XNPT ChartXNPT data by YCharts
1. XenoPort, Inc. (XNPT)

Rating: Sell, D-
Market Cap: $400 million
Year-to-date return: -27.6%

XenoPort, Inc., a biopharmaceutical company, focuses on developing and commercializing a portfolio of product candidates for the treatment of neurological and other disorders.

"We rate XENOPORT INC (XNPT) a SELL. This is driven by multiple weaknesses, which we believe should have a greater impact than any strengths, and could make it more difficult for investors to achieve positive results compared to most of the stocks we cover. The company's weaknesses can be seen in multiple areas, such as its weak operating cash flow and generally high debt management risk."

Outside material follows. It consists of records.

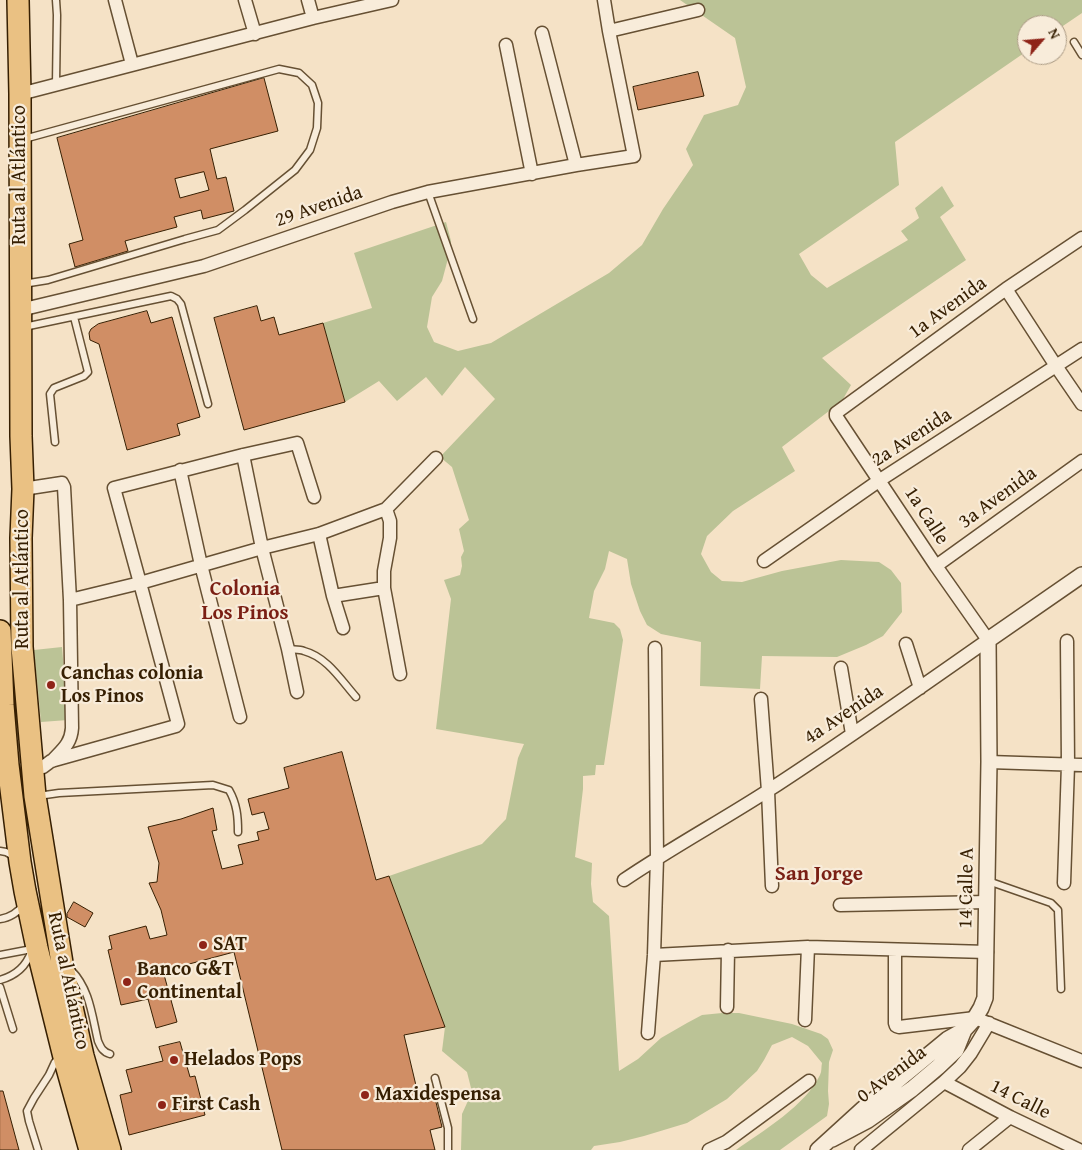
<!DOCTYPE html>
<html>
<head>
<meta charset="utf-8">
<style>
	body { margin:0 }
	#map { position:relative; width:1082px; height:1150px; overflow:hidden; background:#f5e2c6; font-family:"Gentium Book Plus",serif }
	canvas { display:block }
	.north { position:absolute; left:1017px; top:15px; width:50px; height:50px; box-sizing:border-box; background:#f8ecda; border:1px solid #aa9a84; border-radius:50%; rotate:63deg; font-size:14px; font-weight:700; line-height:20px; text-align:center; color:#361f02 }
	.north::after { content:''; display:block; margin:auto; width:18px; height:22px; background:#8f2418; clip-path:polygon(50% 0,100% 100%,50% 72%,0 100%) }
</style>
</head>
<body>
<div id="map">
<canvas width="1082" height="1150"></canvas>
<div class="north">N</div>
</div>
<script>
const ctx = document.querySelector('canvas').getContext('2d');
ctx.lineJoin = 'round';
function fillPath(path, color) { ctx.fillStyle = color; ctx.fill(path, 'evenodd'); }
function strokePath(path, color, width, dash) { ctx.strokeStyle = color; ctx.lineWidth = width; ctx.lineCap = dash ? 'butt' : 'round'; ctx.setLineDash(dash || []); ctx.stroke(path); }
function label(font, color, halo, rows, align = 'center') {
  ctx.font = font + ' "Gentium Book Plus",serif'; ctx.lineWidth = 4.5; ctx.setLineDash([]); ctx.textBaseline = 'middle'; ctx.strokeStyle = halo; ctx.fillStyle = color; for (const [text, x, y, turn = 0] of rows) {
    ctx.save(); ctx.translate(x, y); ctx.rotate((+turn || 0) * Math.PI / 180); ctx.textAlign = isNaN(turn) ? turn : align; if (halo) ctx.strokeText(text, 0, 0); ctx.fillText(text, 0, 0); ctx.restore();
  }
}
fillPath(new Path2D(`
	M680,0H1082V13L1057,30V25H1027V51L895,142L899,185L799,254L811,275L827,288L908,240L901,231L919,218L915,208L942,186L954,206L940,217L966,260L822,358L851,385L842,401L782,447L795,471L733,511L707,536L701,554L711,572L722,581L742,582L782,571L841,560L879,562L891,570L901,583L902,612L883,636L866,645L837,657L762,656L760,689L700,686L701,642L661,634L647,625L640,611L631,584L627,559L609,551L605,569L594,591L589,618L614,623L620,629L623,640L604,765H596L595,775L583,776V789L575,857L592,863L591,884L593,902L609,916L619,1071L638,1059L661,1038L687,1023L702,1015L722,1013H739L792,1024L821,1034L828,1039L833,1050L829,1062L828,1091L829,1104L827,1116L780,1150H736C763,1131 806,1105 820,1075C822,1071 821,1067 822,1063L808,1046L792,1037L772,1045L764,1060L757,1071L727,1099L687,1123L644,1136L620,1142L594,1146L591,1150H461L462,1114L472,1092L467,1072L442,1051L445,1027L389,876L482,844L506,819L518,758L524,744L436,729L451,599L444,580L460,575L462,566L461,557L464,551L459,529L469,520L452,467L440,457L495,399L465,367L442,396L426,377L397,401L379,381L345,402L323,323L372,308L354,253L446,222L451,241L450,251L442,281L432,297L427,327L434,342L458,351L491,343L609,273L642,245L663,209L693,165L686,149L704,115L738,105L746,87L735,38Z
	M62,647L68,720L41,722L34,650Z`), '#bbc396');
const building = new Path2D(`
	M698,72L704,96L638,110L633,87Z
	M264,78L278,131L210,149L217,179L226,177L234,211L203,219L201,210L174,217L177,227L125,241L128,251L75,267L69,244L83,240L57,138ZM204,172L209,190L180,198L175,179Z
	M257,306L261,321L274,317L279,335L323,323L345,402L244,430L214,318Z
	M147,311L151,323L172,317L200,417L177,424L180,435L127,450L99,344L90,340L89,333L91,329L98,324Z
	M342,752L376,880L389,876L445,1027L404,1035L418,1094L433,1090L442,1127L430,1130L435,1150H282L234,952L163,971L177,1022L156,1028L148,999L121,1005L108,950L112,949L109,936L146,926L150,939L167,935L161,910L149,883L157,882L159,863L148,827L181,819L213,808L217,830L212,831L222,869L243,864L238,845L259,840L257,832L269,829L264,812L252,815L248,799L289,788L284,768Z
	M74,902L93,913L85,927L67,917V914Z
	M180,1042L190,1077L195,1076L205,1115L129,1135L120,1095L132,1092L126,1070L163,1061L159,1047Z
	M0,1091H3L19,1150H0Z`);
fillPath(building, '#d08e65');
strokePath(building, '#361f02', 1);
const service = new Path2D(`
	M1074,42L1082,55
	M56,84L57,15L56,0
	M428,192L473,319
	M23,284L48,280L185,239L218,230L245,210L295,170L310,150L317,128L318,103L312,85L299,73L279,69L24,139
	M24,327L171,296L177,299L181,304L208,404
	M55,442L50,394L54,388L84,376L88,372L74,317
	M288,649C293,650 299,649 304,651C327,657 341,680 356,697
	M38,796L59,793L213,785L229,790C237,804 238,817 238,832
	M0,851L6,852L15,857
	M988,881L1051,903L1058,910L1061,989
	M0,919C9,918 19,912 24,904
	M0,955L32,949
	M71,970C90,989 92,1016 98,1041C101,1048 103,1052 110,1054
	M0,980C14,976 26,967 31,952
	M0,987L13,1029
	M435,1078L448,1128V1150
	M38,1150L29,1121L27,1111L34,1098L49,1075L55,1062`);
const minor = new Path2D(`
	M115,0L132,64
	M245,0L255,34
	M308,0L313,18
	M609,31L698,10
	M542,33L576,165
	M506,45L532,174
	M20,94L313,18L392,0
	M1006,289L1056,366L1082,404
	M20,310L204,266L392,202L428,192L576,165L634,156L609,31L604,0
	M243,455L262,548L288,649L297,692
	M180,470L201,565L240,717
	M23,489L62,483L64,487L70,600L72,728C71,744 62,750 52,761
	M386,509L390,521V538L384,571V588L400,674
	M319,534L333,596L343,628
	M764,561L880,480L1082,349
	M936,566L1082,461
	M333,596L384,588
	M70,600L140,583L262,548L319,534L386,509L436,458
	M906,644L920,688
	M841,668L852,734
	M761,699L768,791L772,886
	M989,762L1082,765
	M43,767L51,761L176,726L178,724L140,583L114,488L243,455L297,443L314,497
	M624,880C671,848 721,821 769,790C843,742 915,691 988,640L936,566L836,416V413L1006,289L1082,238
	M1064,883L1068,765L1067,641
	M840,905L987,902
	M895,950V1023L896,1026L899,1027L975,1018L1082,1061
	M654,955L808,947L987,952
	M727,1007L728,950
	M805,1020L808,947
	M648,1033L654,955L657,858L655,648
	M944,1082L1010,1117L1079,1150
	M709,1150L726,1142L809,1081
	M861,1150L944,1082L960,1067L971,1053L989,1023
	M969,1150L1010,1117`);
const tertiary = new Path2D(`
	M832,1139L868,1120L912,1089L938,1067L956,1050L964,1030L975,1018L981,1008L985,998L989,762L988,640L1082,575
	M818,1150L863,1109L948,1039L964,1030`);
const trunk = new Path2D(`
	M18,0L20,94L21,436L23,489L21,538L22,647L35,796L62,963L83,1056L110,1150
	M0,631L3,705L8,765L20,862L25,891L37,948L65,1061L90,1150`);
strokePath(service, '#665033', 9);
strokePath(minor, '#665033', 15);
strokePath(tertiary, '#665033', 18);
strokePath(trunk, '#361f02', 24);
strokePath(service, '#f8ecda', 6);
strokePath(minor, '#f8ecda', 12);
strokePath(tertiary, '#f8ecda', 15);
strokePath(trunk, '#eac183', 21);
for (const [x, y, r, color] of [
	[51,685,5,"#8f2418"],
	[203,945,5,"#8f2418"],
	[127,982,5,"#8f2418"],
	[174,1060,5,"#8f2418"],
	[365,1095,5,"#8f2418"],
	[162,1105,5,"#8f2418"]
]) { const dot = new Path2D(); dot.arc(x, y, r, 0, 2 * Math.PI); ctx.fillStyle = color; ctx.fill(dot); strokePath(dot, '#f8ecda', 2); }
label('20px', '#361f02', '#f8ecda', [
	["Ruta al Atlántico",20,175,-90],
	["29 Avenida",319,207,-19],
	["1a Avenida",948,308,-36],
	["2a Avenida",912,438,-33],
	["3a Avenida",998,498,-36],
	["1a Calle",926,516,57],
	["Ruta al Atlántico",23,579,-90],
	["4a Avenida",844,715,-34],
	["14 Calle A",967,888,-89],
	["Ruta al Atlántico",68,981,78],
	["0 Avenida",892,1075,-37],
	["14 Calle",1020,1100,27]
]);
label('bold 20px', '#361f02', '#f8ecda', [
	["Canchas colonia",61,674],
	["Los Pinos",61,697],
	["SAT",213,945],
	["Banco G&T",137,970],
	["Continental",137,993],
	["Helados Pops",184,1060],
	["Maxidespensa",375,1095],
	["First Cash",172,1105]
], 'left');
label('bold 21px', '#7a1f14', '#f8ecda', [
	["Colonia",245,590],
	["Los Pinos",245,614],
	["San Jorge",819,875]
]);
</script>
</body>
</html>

Highlights from the analysis by TheStreet Ratings Team goes as follows:

  • Net operating cash flow has significantly decreased to -$20.41 million or 63.01% when compared to the same quarter last year. In addition, when comparing the cash generation rate to the industry average, the firm's growth is significantly lower.
  • Currently the debt-to-equity ratio of 1.54 is quite high overall and when compared to the industry average, suggesting that the current management of debt levels should be re-evaluated. Despite the company's weak debt-to-equity ratio, the company has managed to keep a very strong quick ratio of 12.02, which shows the ability to cover short-term cash needs.
  • Current return on equity exceeded its ROE from the same quarter one year prior. This is a clear sign of strength within the company. Compared to other companies in the Pharmaceuticals industry and the overall market, XENOPORT INC's return on equity significantly trails that of both the industry average and the S&P 500.
  • The company, on the basis of net income growth from the same quarter one year ago, has significantly underperformed compared to the Pharmaceuticals industry average, but is greater than that of the S&P 500. The net income increased by 0.7% when compared to the same quarter one year prior, going from -$20.55 million to -$20.41 million.
  • XENOPORT INC has improved earnings per share by 8.3% in the most recent quarter compared to the same quarter a year ago. The company has demonstrated a pattern of positive earnings per share growth over the past year. However, we anticipate underperformance relative to this pattern in the coming year. During the past fiscal year, XENOPORT INC continued to lose money by earning -$0.82 versus -$1.80 in the prior year. For the next year, the market is expecting a contraction of 58.5% in earnings (-$1.30 versus -$0.82).